▶ [RECORDS FOR THIS TASK]:
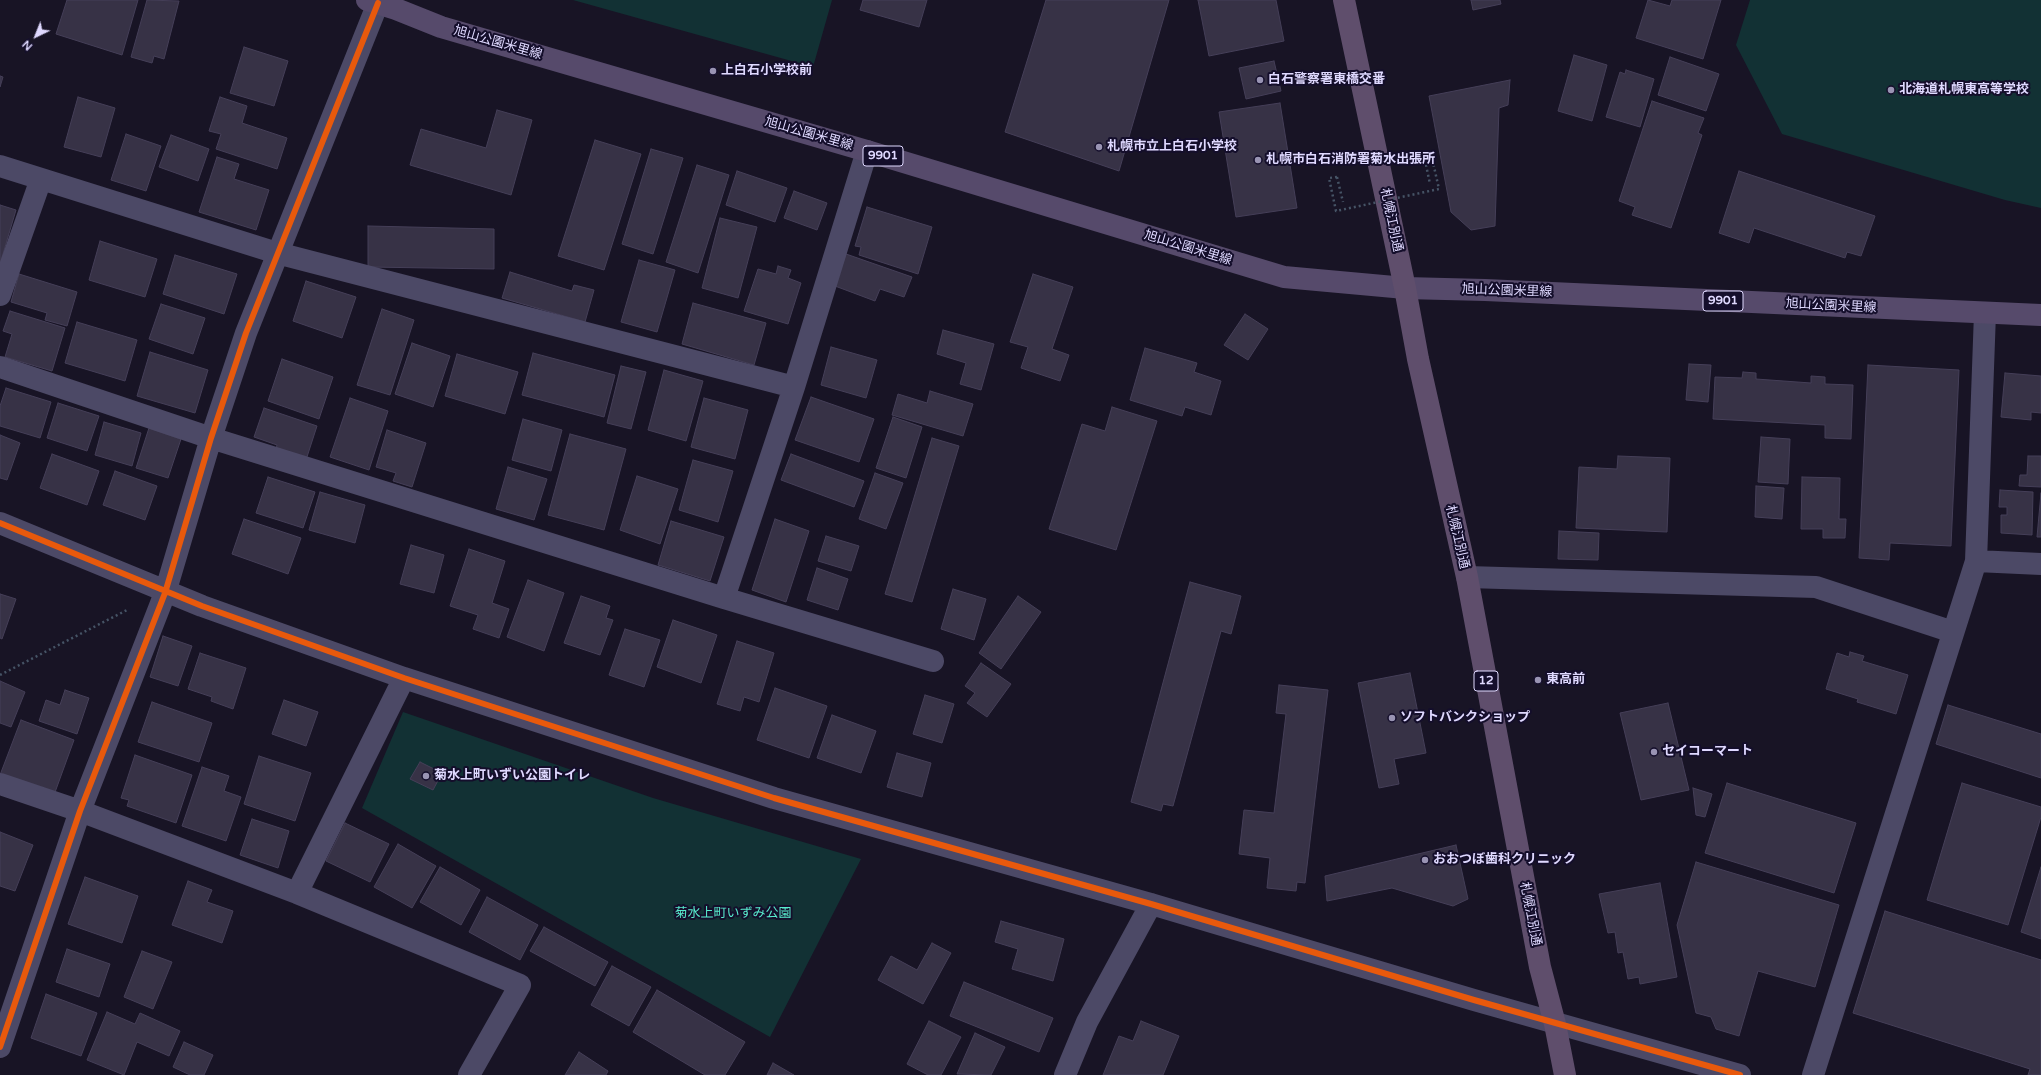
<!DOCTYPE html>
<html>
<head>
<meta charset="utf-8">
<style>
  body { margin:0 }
  #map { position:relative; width:2041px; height:1075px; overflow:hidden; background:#181425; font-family:"Varela Round",sans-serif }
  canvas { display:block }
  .north { position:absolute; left:16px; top:16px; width:40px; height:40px; -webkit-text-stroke:3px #140e2b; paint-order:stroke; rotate:223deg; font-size:11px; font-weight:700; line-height:16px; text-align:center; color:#dfd9ff }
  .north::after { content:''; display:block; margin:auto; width:14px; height:18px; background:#dfd9ff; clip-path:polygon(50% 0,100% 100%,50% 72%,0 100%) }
</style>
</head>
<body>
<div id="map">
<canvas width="2041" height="1075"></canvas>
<div class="north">N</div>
</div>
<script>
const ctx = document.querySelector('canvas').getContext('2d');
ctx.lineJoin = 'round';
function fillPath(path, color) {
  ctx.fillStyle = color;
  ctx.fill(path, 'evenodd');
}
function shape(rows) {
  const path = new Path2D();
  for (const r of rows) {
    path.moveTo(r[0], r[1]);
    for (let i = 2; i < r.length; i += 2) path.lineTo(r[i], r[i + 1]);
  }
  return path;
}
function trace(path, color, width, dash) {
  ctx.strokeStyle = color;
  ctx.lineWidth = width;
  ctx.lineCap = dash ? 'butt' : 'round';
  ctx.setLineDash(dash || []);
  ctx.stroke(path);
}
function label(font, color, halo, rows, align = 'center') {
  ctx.font = font + ' "Varela Round","Noto Sans JP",sans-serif';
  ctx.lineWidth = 4;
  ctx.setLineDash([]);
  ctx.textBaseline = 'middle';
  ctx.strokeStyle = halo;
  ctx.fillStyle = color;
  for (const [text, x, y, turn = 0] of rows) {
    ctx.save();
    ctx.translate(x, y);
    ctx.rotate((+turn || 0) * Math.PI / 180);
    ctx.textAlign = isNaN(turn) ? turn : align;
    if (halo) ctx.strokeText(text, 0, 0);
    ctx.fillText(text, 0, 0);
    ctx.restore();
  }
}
fillPath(shape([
  [573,0,832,0,813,67],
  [1750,0,2041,0,2041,208,2005,200,1782,134,1736,45],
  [403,712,653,798,861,859,770,1037,362,808]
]), '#123134');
const building = shape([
  [67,0,138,0,122,55,56,34,67,0],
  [147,0,179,1,164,59,154,56,152,63,131,57,147,0],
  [863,0,927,0,919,27,860,10,863,0],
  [1046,0,1169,0,1119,171,1005,132,1046,0],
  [1198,0,1276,0,1284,41,1209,56,1198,0],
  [1471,0,1500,0,1501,4,1473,10,1471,0],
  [1648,0,1670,6,1672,0,1721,0,1703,59,1636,38,1648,0],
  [244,47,288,61,274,106,230,93,244,47],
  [1574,55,1607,65,1592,121,1558,111,1574,55],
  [1670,57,1719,74,1706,111,1658,95,1670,57],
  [1274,61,1281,91,1246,99,1239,68,1274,61],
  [1626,70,1654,79,1640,127,1606,117,1620,72,1625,74,1626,70],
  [0,76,3,77,0,87,0,76],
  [1510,80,1508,105,1499,108,1495,226,1471,230,1451,212,1429,96,1510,80],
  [78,97,115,108,101,157,64,147,78,97],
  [220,97,247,106,242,123,287,138,277,169,216,149,221,134,209,131,220,97],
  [1652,101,1704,118,1698,133,1702,135,1671,228,1632,215,1635,207,1619,201,1652,101],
  [1280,103,1297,208,1236,217,1219,112,1280,103],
  [497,110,532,120,511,195,410,165,421,129,486,148,497,110],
  [126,134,161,146,146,191,111,180,126,134],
  [171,135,209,149,198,181,159,167,171,135],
  [595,140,641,154,604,270,558,256,595,140],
  [651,149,683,158,653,254,622,244,651,149],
  [217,157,239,164,234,179,269,190,256,230,199,212,217,157],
  [697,165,729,175,698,273,666,262,697,165],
  [737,171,787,188,775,222,726,205,737,171],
  [1739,171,1875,216,1861,256,1847,252,1845,258,1754,228,1749,243,1719,233,1739,171],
  [794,191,827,203,817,230,784,218,794,191],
  [0,205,16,210,0,264,0,205],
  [867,207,932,227,918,274,859,255,861,247,855,246,867,207],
  [720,218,757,227,738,298,702,288,720,218],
  [368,226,494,229,494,269,368,267,368,226],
  [100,241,157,259,145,297,89,280,100,241],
  [846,254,912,277,904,297,880,289,875,301,835,286,846,254],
  [175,255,237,274,224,314,163,294,175,255],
  [639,260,675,270,657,332,621,322,639,260],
  [778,266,791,270,788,278,801,283,788,324,744,311,758,269,776,274,778,266],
  [510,272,572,291,574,285,594,290,585,322,502,298,510,272],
  [19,274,77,292,67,326,45,320,47,313,11,302,19,274],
  [1033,274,1073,287,1052,349,1069,355,1060,381,1021,368,1028,347,1010,342,1033,274],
  [306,281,356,297,342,338,293,321,306,281],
  [693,303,766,323,754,365,682,344,693,303],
  [161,304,205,318,193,354,149,339,161,304],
  [382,309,414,320,390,395,357,385,382,309],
  [10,311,65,328,52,371,5,357,12,334,3,331,10,311],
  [1245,314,1268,329,1248,360,1224,345,1245,314],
  [77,322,137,340,125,381,65,363,77,322],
  [943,330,994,344,981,390,960,384,966,363,937,354,943,330],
  [412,343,450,356,433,407,395,394,412,343],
  [831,347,877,360,866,398,821,385,831,347],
  [1145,348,1197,363,1194,372,1221,381,1211,415,1185,407,1182,416,1130,400,1145,348],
  [150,352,208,370,195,413,137,396,150,352],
  [533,353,615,375,604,417,522,395,533,353],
  [457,354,518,372,505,414,445,396,457,354],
  [282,359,333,377,319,419,268,401,282,359],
  [1689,364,1711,365,1708,402,1686,400,1689,364],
  [1868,365,1959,370,1951,546,1890,543,1889,560,1859,558,1868,365],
  [621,366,646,372,631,429,607,423,621,366],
  [664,370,703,381,686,441,648,430,664,370],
  [1743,372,1756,373,1756,379,1811,383,1811,376,1825,377,1825,384,1853,385,1851,439,1825,438,1825,425,1713,419,1715,377,1742,378,1743,372],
  [2005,373,2041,376,2041,413,2031,412,2031,420,2001,417,2005,373],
  [6,388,51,402,40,438,0,426,0,406,6,388],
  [930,391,973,404,963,436,892,415,898,394,927,403,930,391],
  [811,397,874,419,859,462,795,440,811,397],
  [350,398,388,411,369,470,330,457,350,398],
  [704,398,748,410,735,459,691,447,704,398],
  [58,403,99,416,87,451,47,438,58,403],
  [1112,407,1157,421,1116,550,1049,529,1082,424,1105,431,1112,407],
  [264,408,317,426,305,463,275,453,277,445,254,437,264,408],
  [893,417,922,427,906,478,876,468,893,417],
  [523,419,562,430,551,471,512,460,523,419],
  [104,422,141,433,132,466,95,455,104,422],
  [149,428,181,439,168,478,136,468,149,428],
  [387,430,426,443,412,487,393,481,396,473,376,467,387,430],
  [570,434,626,449,604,530,548,515,570,434],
  [0,435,20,443,7,480,0,478,0,435],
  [1761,437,1790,439,1788,484,1758,482,1761,437],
  [932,438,959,446,912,602,885,594,932,438],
  [52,454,99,471,87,505,40,488,52,454],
  [791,454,864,481,854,507,781,480,791,454],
  [1618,456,1670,458,1667,532,1576,528,1579,467,1617,469,1618,456],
  [2028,456,2041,456,2041,487,2019,486,2020,475,2027,475,2028,456],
  [693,460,733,471,718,522,679,510,693,460],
  [508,467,547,479,534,520,496,509,508,467],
  [115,471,157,486,145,520,103,505,115,471],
  [875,473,903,483,886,529,859,519,875,473],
  [637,476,678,489,660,544,620,530,637,476],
  [268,477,315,492,303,528,256,513,268,477],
  [1802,477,1840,478,1839,519,1846,519,1845,538,1823,538,1823,529,1801,529,1802,477],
  [1756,486,1784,488,1782,519,1755,517,1756,486],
  [2000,490,2033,492,2032,535,2001,533,2001,515,2007,515,2007,507,1999,507,2000,490],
  [320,492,365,505,355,543,309,530,320,492],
  [2041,493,2041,537,2037,537,2041,493],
  [244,519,301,538,288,574,232,554,244,519],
  [775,519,809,531,786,602,752,590,775,519],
  [671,521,724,537,710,581,658,565,671,521],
  [1559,531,1599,533,1598,560,1558,559,1559,531],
  [826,536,859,546,851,571,818,561,826,536],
  [411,545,444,555,434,593,400,584,411,545],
  [469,549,505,561,492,603,509,609,499,638,473,629,478,615,450,606,469,549],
  [817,568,848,579,838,610,807,600,817,568],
  [528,580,564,593,544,651,507,637,528,580],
  [1190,582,1241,596,1231,634,1221,631,1173,806,1163,804,1161,811,1131,802,1190,582],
  [953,589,986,599,974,640,941,629,953,589],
  [0,594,16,599,2,639,0,638,0,594],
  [581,596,610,606,606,618,613,620,600,655,564,643,581,596],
  [1018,596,1041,612,1001,669,979,653,1018,596],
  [673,620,717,635,701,683,657,667,673,620],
  [625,629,660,640,644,687,609,675,625,629],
  [163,636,192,646,178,686,150,677,163,636],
  [737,641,774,653,759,702,744,697,740,711,717,704,737,641],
  [1850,652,1864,656,1862,661,1908,675,1896,714,1857,702,1858,699,1826,689,1837,653,1849,657,1850,652],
  [200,653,246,668,233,709,211,701,212,697,188,689,200,653],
  [981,663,1011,684,987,717,967,703,975,693,965,686,981,663],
  [1410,673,1426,753,1394,759,1399,784,1379,788,1358,683,1410,673],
  [0,681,25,692,11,727,0,723,0,681],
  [1279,685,1328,690,1305,883,1297,882,1296,891,1267,888,1270,858,1239,854,1244,810,1274,813,1286,714,1276,713,1279,685],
  [775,688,827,706,809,758,757,740,775,688],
  [65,690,89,698,77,734,39,721,46,700,60,705,65,690],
  [925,695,954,704,942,743,913,734,925,695],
  [284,700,318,712,306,746,272,734,284,700],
  [152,702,212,723,199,762,138,742,152,702],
  [1668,703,1689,790,1641,800,1620,713,1668,703],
  [1948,705,2041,734,2041,778,1936,744,1948,705],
  [832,715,876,731,861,773,817,758,832,715],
  [21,720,74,740,54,795,0,775,21,720],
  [897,753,931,763,922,797,887,787,897,753],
  [135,755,192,775,176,823,127,806,129,800,121,798,135,755],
  [259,756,311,773,295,821,244,804,259,756],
  [420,762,442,773,433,790,410,779,420,762],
  [202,767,229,776,224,791,241,797,226,841,182,826,202,767],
  [1727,783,1856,823,1834,893,1705,853,1727,783],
  [1962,783,2041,807,2041,817,2008,925,1927,900,1962,783],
  [1693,788,1712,794,1705,817,1696,815,1693,788],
  [252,819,289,831,278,868,240,855,252,819],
  [345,823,389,844,370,882,326,861,345,823],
  [0,832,33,845,15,891,0,886,0,832],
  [398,844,436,866,412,908,374,887,398,844],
  [1456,845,1468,899,1453,906,1392,888,1327,901,1325,876,1456,845],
  [1696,862,1839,905,1815,987,1758,971,1739,1036,1716,1029,1711,1017,1696,1013,1677,925,1696,862],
  [440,867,480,890,461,925,420,902,440,867],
  [2041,867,2041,939,2021,932,2041,867],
  [85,877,138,896,122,943,68,924,85,877],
  [188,881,212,890,207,902,233,911,222,943,172,925,188,881],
  [1660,883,1677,977,1640,984,1639,977,1628,979,1623,952,1618,953,1615,932,1608,933,1599,894,1660,883],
  [487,897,538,925,520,960,469,932,487,897],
  [1885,911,2041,960,2041,1075,2028,1075,2030,1069,1853,1013,1885,911],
  [1001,921,1064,939,1053,981,1012,969,1018,949,995,942,1001,921],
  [544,927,608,962,595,986,530,951,544,927],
  [932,943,951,953,923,1004,878,980,891,956,917,970,932,943],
  [67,949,110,964,99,997,56,982,67,949],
  [142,951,172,962,153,1009,124,997,142,951],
  [612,966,651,987,629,1026,591,1005,612,966],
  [964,982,1053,1018,1039,1052,950,1016,964,982],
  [657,990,745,1042,725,1075,705,1075,633,1032,657,990],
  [46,994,97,1013,81,1056,31,1038,46,994],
  [107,1012,135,1024,140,1013,180,1031,169,1056,137,1042,124,1075,87,1060,107,1012],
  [929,1021,961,1037,941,1075,928,1075,907,1064,929,1021],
  [1141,1021,1179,1036,1163,1075,1103,1075,1119,1036,1133,1041,1141,1021],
  [975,1033,1005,1047,991,1075,957,1074,975,1033],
  [184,1042,213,1055,204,1075,190,1075,173,1067,184,1042],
  [579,1052,608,1071,606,1075,565,1075,579,1052],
  [773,1063,794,1075,767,1075,773,1063]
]);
fillPath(building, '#373246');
trace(building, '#453f58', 1);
trace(shape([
  [1425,160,1430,184],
  [1337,177,1343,202],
  [0,675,129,609]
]), '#465466', 2.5, [2, 3]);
trace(shape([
  [0,166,277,253,794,387],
  [0,295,41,179],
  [1985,313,1976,561,2041,564],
  [0,367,211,438,724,598,794,387,867,151],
  [0,523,202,606,404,678,774,798,1151,904,1474,1000,1740,1075],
  [1467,577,1816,587,1953,632],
  [724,598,933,661],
  [0,784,80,811,297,893,520,985,469,1075],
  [297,893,404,678],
  [0,1047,80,811,165,593,211,438,246,333,378,3],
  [1065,1075,1087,1022,1151,904],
  [1813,1075,1976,561]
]), '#4c4966', 22);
trace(shape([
  [367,0,396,9,441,27,867,151,1284,277,1405,288,1485,290,2041,315]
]), '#564a6b', 22);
trace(shape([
  [1344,0,1405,288,1418,359,1467,577,1540,967,1555,1024,1565,1075]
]), '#5f4e6c', 22);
trace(shape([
  [1337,177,1329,178,1336,211,1439,189,1432,158,1425,160]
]), '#465466', 2.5, [2, 3]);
trace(shape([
  [0,523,202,606,404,678,774,798,1151,904,1474,1000,1740,1075],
  [0,1047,80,811,165,593,211,438,246,333,378,3]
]), '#e8590c', 6);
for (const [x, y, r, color] of [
  [713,71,4,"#9994b3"],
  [1260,80,4,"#9994b3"],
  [1891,90,4,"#9994b3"],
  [1099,147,4,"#9994b3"],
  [1258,160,4,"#9994b3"],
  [1538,680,4,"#9994b3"],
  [1392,718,4,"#9994b3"],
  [1654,752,4,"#9994b3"],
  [426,776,4,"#9994b3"],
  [1425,860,4,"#9994b3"]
]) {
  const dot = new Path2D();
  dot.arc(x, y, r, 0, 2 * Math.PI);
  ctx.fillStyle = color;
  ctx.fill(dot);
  trace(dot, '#140e2b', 1.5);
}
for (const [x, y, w] of [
  [883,156,40],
  [1723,301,40],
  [1486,681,24]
]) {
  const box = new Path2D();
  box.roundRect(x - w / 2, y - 10, w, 20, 3);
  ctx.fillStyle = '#140e2b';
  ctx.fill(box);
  trace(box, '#dfd9ff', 1);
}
label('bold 12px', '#dfd9ff', null, [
  ["9901",883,156],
  ["9901",1723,301],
  ["12",1486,681]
]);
label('13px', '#dfd9ff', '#140e2b', [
  ["旭山公園米里線",498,43,16],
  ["旭山公園米里線",809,134,16],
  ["札幌江別通",1391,220,78],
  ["旭山公園米里線",1188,248,17],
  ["旭山公園米里線",1507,291,2],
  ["旭山公園米里線",1831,306,3],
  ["札幌江別通",1457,537,77],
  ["札幌江別通",1530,914,79]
]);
label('bold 13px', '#dfd9ff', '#140e2b', [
  ["上白石小学校前",721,71],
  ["白石警察署東橋交番",1268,80],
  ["北海道札幌東高等学校",1899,90],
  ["札幌市立上白石小学校",1107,147],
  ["札幌市白石消防署菊水出張所",1266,160],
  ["東高前",1546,680],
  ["ソフトバンクショップ",1400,718],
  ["セイコーマート",1662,752],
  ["菊水上町いずい公園トイレ",434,776],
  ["おおつぼ歯科クリニック",1433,860]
], 'left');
label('13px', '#58ebcd', '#140e2b', [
  ["菊水上町いずみ公園",733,914]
]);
</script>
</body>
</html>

▶ [EXERCISE REQUIREMENTS]: What lines of the material above contain "canvas"? Return each of them.

▶ [ANSWER TO THE EXERCISE]:
  canvas { display:block }
<canvas width="2041" height="1075"></canvas>
const ctx = document.querySelector('canvas').getContext('2d');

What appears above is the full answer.